OUR WORK OR HIS?
On one occasion, while the crowd was pressing in on him to hear the
word of God, he was standing by the lake of Gennesaret, and he saw
two boats by the lake, but the fishermen had gone out of them and
were washing their nets. Getting into one of the boats, which was
Simon’s, he asked him to put out a little from the land. And he sat down
and taught the people from the boat. And when he had finished speaking, he
said to Simon, “Put out into the deep and let down your nets for a
catch.” And Simon answered, “Master, we toiled all night and took
nothing! But at your word I will let down the nets.” And when they had
done this, they enclosed a large number of fish,
and their nets were breaking. They signaled to their partners in the
other boat to come and help them. And they came and filled both the boats,
so that they began to sink. But when Simon Peter saw it, he fell down at Jesus’ knees, saying, “Depart from me,
for I am a sinful man, O Lord.” For he and all who were with him were
astonished at the catch of fish that they had taken, and so also were
James and John, sons of Zebedee, who were partners with Simon. And Jesus said
to Simon, “Do not be afraid; from now on you will be catching
men.” And when they had brought their boats to land, they left
everything and followed him.
Luke 5:1-11
There
is more to following Jesus than getting saved, joining a church, and then living
a “good clean Christian life” until the trumpet blows.
The
call to follow Jesus for every single one of ….is always a call to work.

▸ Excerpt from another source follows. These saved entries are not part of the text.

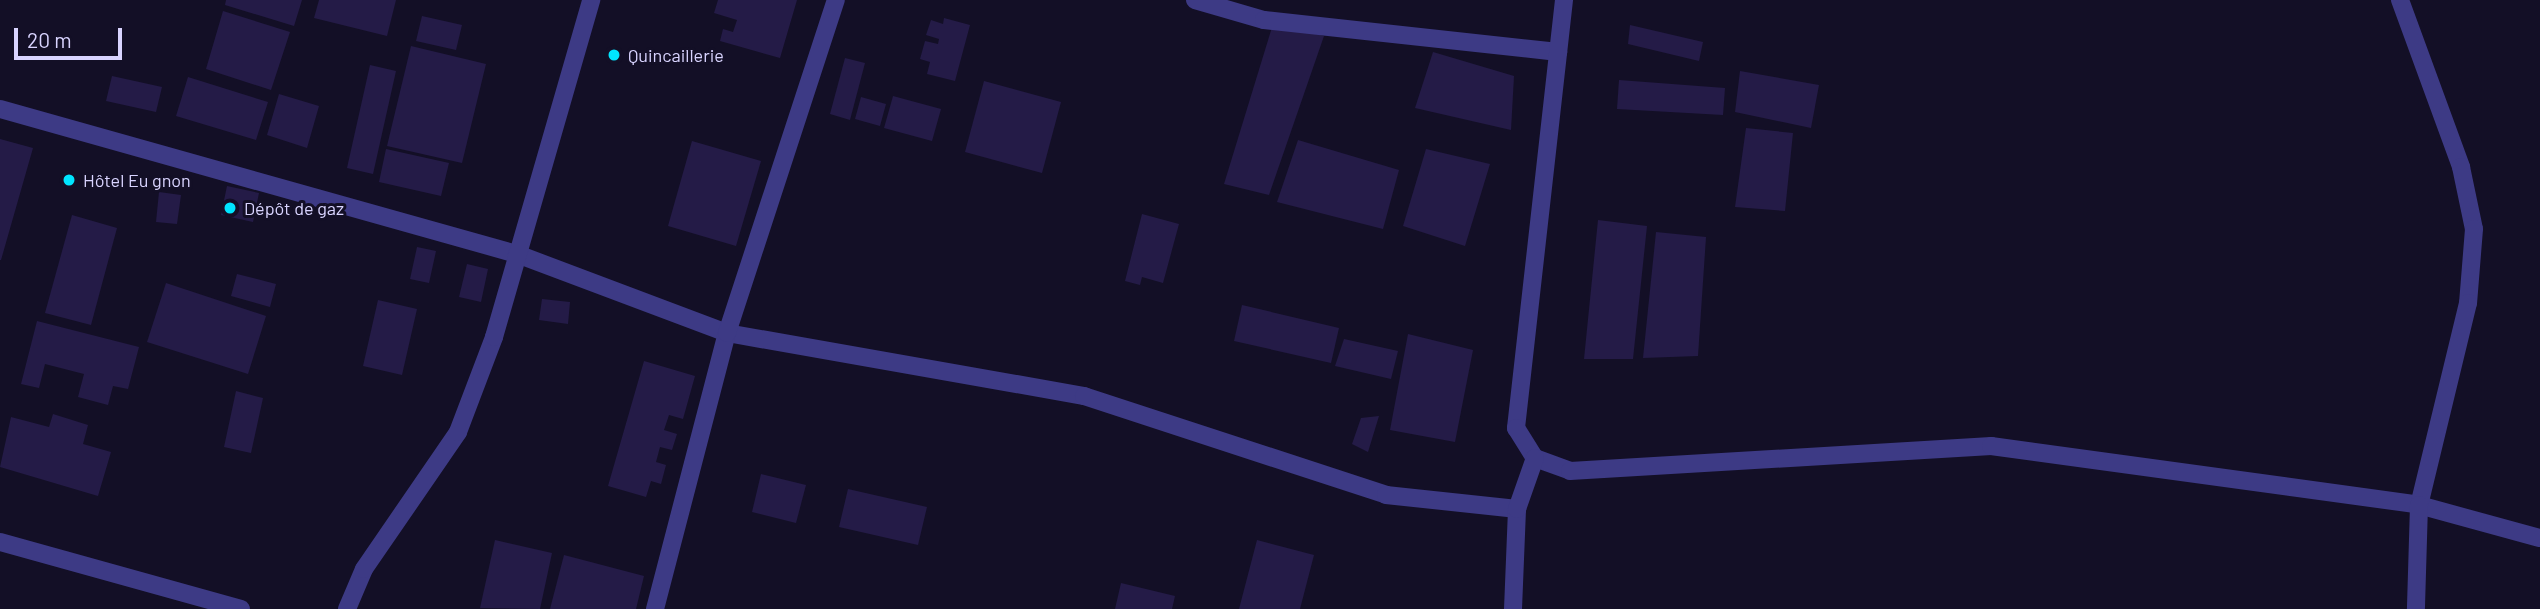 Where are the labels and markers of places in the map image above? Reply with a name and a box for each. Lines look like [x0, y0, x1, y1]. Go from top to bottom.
place label: Quincaillerie [628, 44, 724, 66]
marker: Quincaillerie [606, 47, 622, 63]
place label: Hôtel Eu gnon [83, 169, 191, 191]
marker: Hôtel Eu gnon [61, 172, 77, 188]
place label: Dépôt de gaz [244, 197, 344, 219]
marker: Dépôt de gaz [222, 200, 238, 216]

“Go work in my vineyard...
Here, trade with this money until I
return...
Lift up your eyes and see the fields ready
for harvesting...
I will make you fishers of men.”
All these things are directed
to all believers.
In man’s order, we have
“religion” where the work is done by missionaries and preachers while the rest
of us provide a few painless dollars.
In God’s order, the work is
done by the entire Body.
There are no professionals.
Everybody works.
Everybody gives.
Everybody prays.
Everybody rejoices as the harvest
comes in.
But as we begin to catch on
to the truth that we all share in the actual work of proclaiming the gospel and
gathering men into the kingdom, another danger arises:
The danger that we get
involved with a work indeed, but a work which is not
our Lord’s at all.
We may be busy with our work,
excited about the progress we’ve been making and planning for even greater
things when suddenly the Lord is at the door.
“Let’s see what you’ve
been doing. “Of’ course, Lord. Look at all the members we got for our church.

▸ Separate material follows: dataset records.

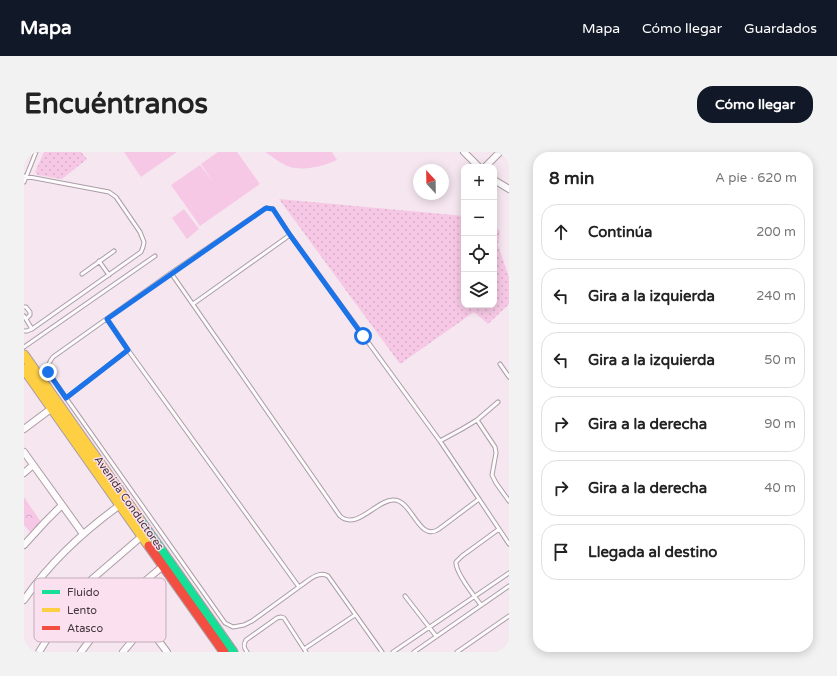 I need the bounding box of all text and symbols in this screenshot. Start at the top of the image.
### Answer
text: Mapa [20,17,72,39]
text: Mapa [582,20,620,37]
text: Cómo llegar [642,20,722,37]
text: Guardados [744,20,817,37]
button: Cómo llegar [697,86,813,123]
text: Encuéntranos [24,87,208,121]
north arrow [413,164,449,200]
map controls [461,164,497,308]
button: + [461,164,497,200]
text: 8 min [549,168,594,189]
text: A pie · 620 m [715,170,797,186]
button: − [461,200,497,236]
icon: ahead [550,221,572,243]
text: Continúa [588,223,652,241]
text: 200 m [756,224,796,240]
button: locate [461,236,497,272]
button: layers [461,272,497,308]
icon: left [550,285,572,307]
text: Gira a la izquierda [588,287,715,305]
text: 240 m [756,288,796,304]
route start [354,327,372,345]
icon: left [550,349,572,371]
text: Gira a la izquierda [588,351,715,369]
text: 50 m [764,352,796,368]
route end [39,363,57,381]
icon: right [550,413,572,435]
text: Gira a la derecha [588,415,707,433]
text: 90 m [764,416,796,432]
street label: Avenida Conductores [92,453,166,553]
icon: right [550,477,572,499]
text: Gira a la derecha [588,479,707,497]
text: 40 m [764,480,796,496]
icon: arrive [550,541,572,563]
text: Llegada al destino [588,543,717,561]
legend [34,578,166,642]
text: Fluido [67,586,100,599]
text: Lento [67,604,97,617]
text: Atasco [67,622,103,635]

Look at the reputation I’ve built up among the saints. Look at the sick I healed. Look at the signs performed. Look at all the
misguided believers I straightened out with my pure doctrine.”
And he will answer;
“But where are the men and
women of God I sent you to bring to birth? And look at
the condition of my church in this city! While you were busy building up your
fellowship and your reputation, the church in your city was floundering. While
you were busy correcting all the saints on their shoddy doctrines, their hearts
were crying out for encouragement. Your door was being stormed by desperate
souls looking for me, and you never bothered to open it because you were too
busy building your own kingdom.”
We need to make sure that the
work in which we are engaged as fellowships of believers is really his
work.
Are we harvesting
men for the kingdom of God or for our own cause?
Are we edifying the
church, or enriching our own club?
Jesus told Peter to let down
his net. The net came up full beginning to break. Notice that Peter beckoned to
his partners in the other boat to come and help. Peter did not insist that the
fish were his since they came up in his net. He knew that he had no claim on
those fish. Peter didn’t draw those fish into his net. The power that drew the
fish into Peter’s net was not magic. Nor was it Jesus’ “charisma.” Nor was it
the fact that Jesus was the Son of God, so that he can make those fish do
anything he wants them to.
The Power That Draws
The power that drew the fish
into Peter’s net was the same power that drew people to Jesus, caused the bread
to multiply in Jesus’ hands, made the water solidify under Jesus’ feet that
stormy night on Galilee.
Jesus was moving toward a
goal that was going to change the destiny of this planet and everything on it.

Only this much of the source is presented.